# [Task description]
The line containing "font-size:16px; color:#292b2a; font-weight:700" marks the end: quote every line from the start of the records below through it, word for word.

(Collected data entries)
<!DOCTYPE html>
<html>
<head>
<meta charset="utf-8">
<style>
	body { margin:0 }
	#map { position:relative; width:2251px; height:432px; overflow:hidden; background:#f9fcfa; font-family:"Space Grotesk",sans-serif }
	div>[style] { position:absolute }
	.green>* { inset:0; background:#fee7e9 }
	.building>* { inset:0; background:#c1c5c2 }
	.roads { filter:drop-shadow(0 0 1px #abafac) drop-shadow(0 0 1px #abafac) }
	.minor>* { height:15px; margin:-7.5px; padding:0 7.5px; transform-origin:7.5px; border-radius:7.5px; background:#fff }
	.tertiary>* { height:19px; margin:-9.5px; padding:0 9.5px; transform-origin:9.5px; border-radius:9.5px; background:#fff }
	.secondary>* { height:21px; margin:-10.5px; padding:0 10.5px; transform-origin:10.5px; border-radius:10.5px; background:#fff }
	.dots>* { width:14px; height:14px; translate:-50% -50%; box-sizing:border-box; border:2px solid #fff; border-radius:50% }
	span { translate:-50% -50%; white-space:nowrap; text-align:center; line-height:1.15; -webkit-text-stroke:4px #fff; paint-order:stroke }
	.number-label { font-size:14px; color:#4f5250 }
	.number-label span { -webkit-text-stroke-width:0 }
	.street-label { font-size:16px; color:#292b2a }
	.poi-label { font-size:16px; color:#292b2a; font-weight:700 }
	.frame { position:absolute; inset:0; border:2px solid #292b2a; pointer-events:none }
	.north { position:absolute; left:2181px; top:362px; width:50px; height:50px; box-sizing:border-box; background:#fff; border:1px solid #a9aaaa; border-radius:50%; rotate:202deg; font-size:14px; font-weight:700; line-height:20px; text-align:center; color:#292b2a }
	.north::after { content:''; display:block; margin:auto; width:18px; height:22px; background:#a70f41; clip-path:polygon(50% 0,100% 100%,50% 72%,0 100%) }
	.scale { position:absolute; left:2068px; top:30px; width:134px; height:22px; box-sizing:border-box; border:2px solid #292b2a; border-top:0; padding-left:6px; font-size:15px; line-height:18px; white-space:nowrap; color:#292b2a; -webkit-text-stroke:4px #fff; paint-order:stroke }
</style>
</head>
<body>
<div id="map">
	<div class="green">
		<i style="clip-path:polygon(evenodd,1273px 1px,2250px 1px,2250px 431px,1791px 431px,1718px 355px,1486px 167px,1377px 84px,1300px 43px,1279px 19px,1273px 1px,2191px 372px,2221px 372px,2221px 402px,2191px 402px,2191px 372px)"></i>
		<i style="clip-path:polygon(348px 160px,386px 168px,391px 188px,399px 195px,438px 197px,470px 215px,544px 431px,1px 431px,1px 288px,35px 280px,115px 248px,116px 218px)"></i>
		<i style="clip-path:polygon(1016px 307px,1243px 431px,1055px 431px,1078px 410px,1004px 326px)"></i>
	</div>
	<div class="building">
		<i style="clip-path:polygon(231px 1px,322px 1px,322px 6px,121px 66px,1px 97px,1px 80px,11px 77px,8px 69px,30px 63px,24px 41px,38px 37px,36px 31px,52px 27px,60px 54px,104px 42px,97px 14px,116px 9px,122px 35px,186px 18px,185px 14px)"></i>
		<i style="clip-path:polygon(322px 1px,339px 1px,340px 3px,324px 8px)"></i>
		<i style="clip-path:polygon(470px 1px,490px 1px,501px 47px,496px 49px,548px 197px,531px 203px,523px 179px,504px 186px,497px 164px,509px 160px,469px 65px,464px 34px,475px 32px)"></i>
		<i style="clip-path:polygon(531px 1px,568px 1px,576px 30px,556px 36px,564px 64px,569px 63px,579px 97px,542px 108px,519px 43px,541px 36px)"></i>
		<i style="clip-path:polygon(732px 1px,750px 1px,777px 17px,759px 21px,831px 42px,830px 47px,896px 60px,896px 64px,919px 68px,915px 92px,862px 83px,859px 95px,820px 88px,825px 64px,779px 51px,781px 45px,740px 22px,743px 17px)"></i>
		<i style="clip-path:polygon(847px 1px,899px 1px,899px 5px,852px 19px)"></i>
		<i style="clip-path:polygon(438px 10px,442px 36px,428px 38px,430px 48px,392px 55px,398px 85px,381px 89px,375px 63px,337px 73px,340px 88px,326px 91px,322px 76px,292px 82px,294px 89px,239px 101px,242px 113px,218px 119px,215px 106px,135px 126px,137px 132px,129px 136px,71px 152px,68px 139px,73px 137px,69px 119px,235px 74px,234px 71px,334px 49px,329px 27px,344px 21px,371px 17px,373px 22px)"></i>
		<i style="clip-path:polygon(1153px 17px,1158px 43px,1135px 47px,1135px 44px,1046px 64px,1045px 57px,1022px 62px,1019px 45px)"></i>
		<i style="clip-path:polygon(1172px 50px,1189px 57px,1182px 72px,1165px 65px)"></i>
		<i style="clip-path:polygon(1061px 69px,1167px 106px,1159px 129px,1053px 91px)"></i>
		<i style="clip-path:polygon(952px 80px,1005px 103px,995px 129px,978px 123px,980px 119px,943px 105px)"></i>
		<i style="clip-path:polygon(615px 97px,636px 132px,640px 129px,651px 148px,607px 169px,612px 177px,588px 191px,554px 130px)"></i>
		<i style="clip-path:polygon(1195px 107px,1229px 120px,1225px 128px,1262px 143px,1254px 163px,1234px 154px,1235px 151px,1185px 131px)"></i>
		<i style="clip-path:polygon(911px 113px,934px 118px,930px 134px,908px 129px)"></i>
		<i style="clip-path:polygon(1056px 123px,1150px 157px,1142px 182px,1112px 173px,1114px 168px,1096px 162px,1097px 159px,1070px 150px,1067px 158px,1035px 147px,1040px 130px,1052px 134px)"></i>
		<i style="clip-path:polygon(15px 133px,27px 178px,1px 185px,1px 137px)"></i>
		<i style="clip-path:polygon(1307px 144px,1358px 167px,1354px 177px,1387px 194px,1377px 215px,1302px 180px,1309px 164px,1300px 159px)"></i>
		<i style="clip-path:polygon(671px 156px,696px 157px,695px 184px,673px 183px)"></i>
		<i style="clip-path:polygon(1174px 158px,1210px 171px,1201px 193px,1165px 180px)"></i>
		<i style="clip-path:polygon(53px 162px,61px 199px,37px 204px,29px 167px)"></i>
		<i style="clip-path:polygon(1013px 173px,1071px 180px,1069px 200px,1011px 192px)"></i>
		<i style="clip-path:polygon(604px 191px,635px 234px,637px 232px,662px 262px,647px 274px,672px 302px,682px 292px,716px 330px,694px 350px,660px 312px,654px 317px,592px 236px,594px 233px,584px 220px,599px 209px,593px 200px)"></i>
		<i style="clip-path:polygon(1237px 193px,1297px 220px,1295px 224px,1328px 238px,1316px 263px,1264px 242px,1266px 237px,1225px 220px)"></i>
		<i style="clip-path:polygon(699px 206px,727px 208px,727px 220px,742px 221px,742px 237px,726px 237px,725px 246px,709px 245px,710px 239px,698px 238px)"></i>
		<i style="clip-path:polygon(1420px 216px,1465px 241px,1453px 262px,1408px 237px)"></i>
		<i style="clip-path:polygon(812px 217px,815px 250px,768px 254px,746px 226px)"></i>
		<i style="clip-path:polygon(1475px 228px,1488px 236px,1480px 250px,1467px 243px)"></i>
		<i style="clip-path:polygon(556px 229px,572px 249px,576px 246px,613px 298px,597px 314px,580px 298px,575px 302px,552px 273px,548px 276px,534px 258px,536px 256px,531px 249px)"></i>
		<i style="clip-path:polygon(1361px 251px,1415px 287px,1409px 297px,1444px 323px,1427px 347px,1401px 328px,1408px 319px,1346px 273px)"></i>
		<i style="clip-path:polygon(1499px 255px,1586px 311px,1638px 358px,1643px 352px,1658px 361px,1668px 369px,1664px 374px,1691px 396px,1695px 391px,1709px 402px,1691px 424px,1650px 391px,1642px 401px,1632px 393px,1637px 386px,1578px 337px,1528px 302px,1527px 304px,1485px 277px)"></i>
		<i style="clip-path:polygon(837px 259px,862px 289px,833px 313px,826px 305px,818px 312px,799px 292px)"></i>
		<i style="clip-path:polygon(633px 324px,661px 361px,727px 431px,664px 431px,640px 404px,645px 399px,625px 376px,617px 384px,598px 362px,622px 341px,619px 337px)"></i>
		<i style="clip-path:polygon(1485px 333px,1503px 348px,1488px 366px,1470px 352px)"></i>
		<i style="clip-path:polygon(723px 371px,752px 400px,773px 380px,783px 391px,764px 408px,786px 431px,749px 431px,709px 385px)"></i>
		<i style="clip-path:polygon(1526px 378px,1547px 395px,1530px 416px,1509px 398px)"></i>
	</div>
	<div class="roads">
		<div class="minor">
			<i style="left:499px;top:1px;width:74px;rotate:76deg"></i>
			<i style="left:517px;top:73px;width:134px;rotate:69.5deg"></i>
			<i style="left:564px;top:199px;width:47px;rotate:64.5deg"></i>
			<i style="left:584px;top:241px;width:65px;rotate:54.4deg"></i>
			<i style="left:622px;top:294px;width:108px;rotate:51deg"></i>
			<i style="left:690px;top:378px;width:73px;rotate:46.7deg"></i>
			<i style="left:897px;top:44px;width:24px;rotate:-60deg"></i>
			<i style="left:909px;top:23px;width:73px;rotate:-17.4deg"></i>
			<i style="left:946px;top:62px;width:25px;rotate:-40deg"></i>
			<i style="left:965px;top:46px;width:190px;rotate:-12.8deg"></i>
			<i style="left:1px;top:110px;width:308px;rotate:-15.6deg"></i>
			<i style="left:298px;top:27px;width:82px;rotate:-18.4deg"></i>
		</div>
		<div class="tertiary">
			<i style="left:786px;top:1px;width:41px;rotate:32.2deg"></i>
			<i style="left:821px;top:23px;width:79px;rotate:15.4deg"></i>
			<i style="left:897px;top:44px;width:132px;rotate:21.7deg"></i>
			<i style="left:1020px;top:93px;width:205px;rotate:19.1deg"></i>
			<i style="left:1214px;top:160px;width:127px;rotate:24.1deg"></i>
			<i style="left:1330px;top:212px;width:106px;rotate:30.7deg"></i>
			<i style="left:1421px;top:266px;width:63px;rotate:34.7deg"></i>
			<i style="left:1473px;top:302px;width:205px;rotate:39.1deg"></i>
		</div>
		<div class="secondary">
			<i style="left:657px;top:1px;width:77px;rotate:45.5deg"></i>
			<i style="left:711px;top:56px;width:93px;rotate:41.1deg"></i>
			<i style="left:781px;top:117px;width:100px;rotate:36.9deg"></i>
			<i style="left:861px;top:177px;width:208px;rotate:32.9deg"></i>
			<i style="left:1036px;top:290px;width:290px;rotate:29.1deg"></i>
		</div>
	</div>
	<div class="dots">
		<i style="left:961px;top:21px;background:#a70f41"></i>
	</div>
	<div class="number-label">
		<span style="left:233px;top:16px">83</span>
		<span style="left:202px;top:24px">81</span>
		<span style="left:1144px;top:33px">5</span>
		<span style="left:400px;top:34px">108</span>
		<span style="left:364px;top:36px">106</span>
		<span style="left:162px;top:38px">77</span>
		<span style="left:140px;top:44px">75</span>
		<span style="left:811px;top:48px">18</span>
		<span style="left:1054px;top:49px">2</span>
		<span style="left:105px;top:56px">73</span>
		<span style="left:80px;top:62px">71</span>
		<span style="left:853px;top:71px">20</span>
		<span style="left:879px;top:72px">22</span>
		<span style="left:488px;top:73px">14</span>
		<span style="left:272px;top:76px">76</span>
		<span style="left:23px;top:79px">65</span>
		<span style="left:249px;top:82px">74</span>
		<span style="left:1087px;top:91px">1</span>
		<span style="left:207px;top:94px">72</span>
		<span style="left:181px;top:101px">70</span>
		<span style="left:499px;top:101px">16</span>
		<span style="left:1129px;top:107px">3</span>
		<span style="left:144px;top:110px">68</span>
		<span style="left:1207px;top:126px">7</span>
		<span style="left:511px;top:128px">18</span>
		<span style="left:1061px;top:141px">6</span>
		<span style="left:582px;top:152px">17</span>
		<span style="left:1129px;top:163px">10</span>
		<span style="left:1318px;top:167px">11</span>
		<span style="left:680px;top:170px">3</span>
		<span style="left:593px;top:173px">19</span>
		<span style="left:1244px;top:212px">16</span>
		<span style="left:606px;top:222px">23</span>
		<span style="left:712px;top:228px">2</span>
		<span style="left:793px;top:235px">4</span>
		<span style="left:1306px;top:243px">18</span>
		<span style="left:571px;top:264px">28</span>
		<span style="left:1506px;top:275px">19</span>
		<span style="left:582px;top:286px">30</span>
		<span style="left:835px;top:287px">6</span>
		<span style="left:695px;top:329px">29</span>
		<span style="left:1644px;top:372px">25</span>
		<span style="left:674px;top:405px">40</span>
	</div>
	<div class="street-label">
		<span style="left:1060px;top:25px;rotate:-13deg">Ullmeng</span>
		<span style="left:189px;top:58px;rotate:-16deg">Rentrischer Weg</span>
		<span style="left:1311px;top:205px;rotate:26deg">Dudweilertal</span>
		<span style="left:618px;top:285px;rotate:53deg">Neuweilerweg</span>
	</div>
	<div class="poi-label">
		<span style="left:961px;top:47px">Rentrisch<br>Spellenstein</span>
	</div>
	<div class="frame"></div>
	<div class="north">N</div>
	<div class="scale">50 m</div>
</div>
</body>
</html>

# [Written response]
<!DOCTYPE html>
<html>
<head>
<meta charset="utf-8">
<style>
	body { margin:0 }
	#map { position:relative; width:2251px; height:432px; overflow:hidden; background:#f9fcfa; font-family:"Space Grotesk",sans-serif }
	div>[style] { position:absolute }
	.green>* { inset:0; background:#fee7e9 }
	.building>* { inset:0; background:#c1c5c2 }
	.roads { filter:drop-shadow(0 0 1px #abafac) drop-shadow(0 0 1px #abafac) }
	.minor>* { height:15px; margin:-7.5px; padding:0 7.5px; transform-origin:7.5px; border-radius:7.5px; background:#fff }
	.tertiary>* { height:19px; margin:-9.5px; padding:0 9.5px; transform-origin:9.5px; border-radius:9.5px; background:#fff }
	.secondary>* { height:21px; margin:-10.5px; padding:0 10.5px; transform-origin:10.5px; border-radius:10.5px; background:#fff }
	.dots>* { width:14px; height:14px; translate:-50% -50%; box-sizing:border-box; border:2px solid #fff; border-radius:50% }
	span { translate:-50% -50%; white-space:nowrap; text-align:center; line-height:1.15; -webkit-text-stroke:4px #fff; paint-order:stroke }
	.number-label { font-size:14px; color:#4f5250 }
	.number-label span { -webkit-text-stroke-width:0 }
	.street-label { font-size:16px; color:#292b2a }
	.poi-label { font-size:16px; color:#292b2a; font-weight:700 }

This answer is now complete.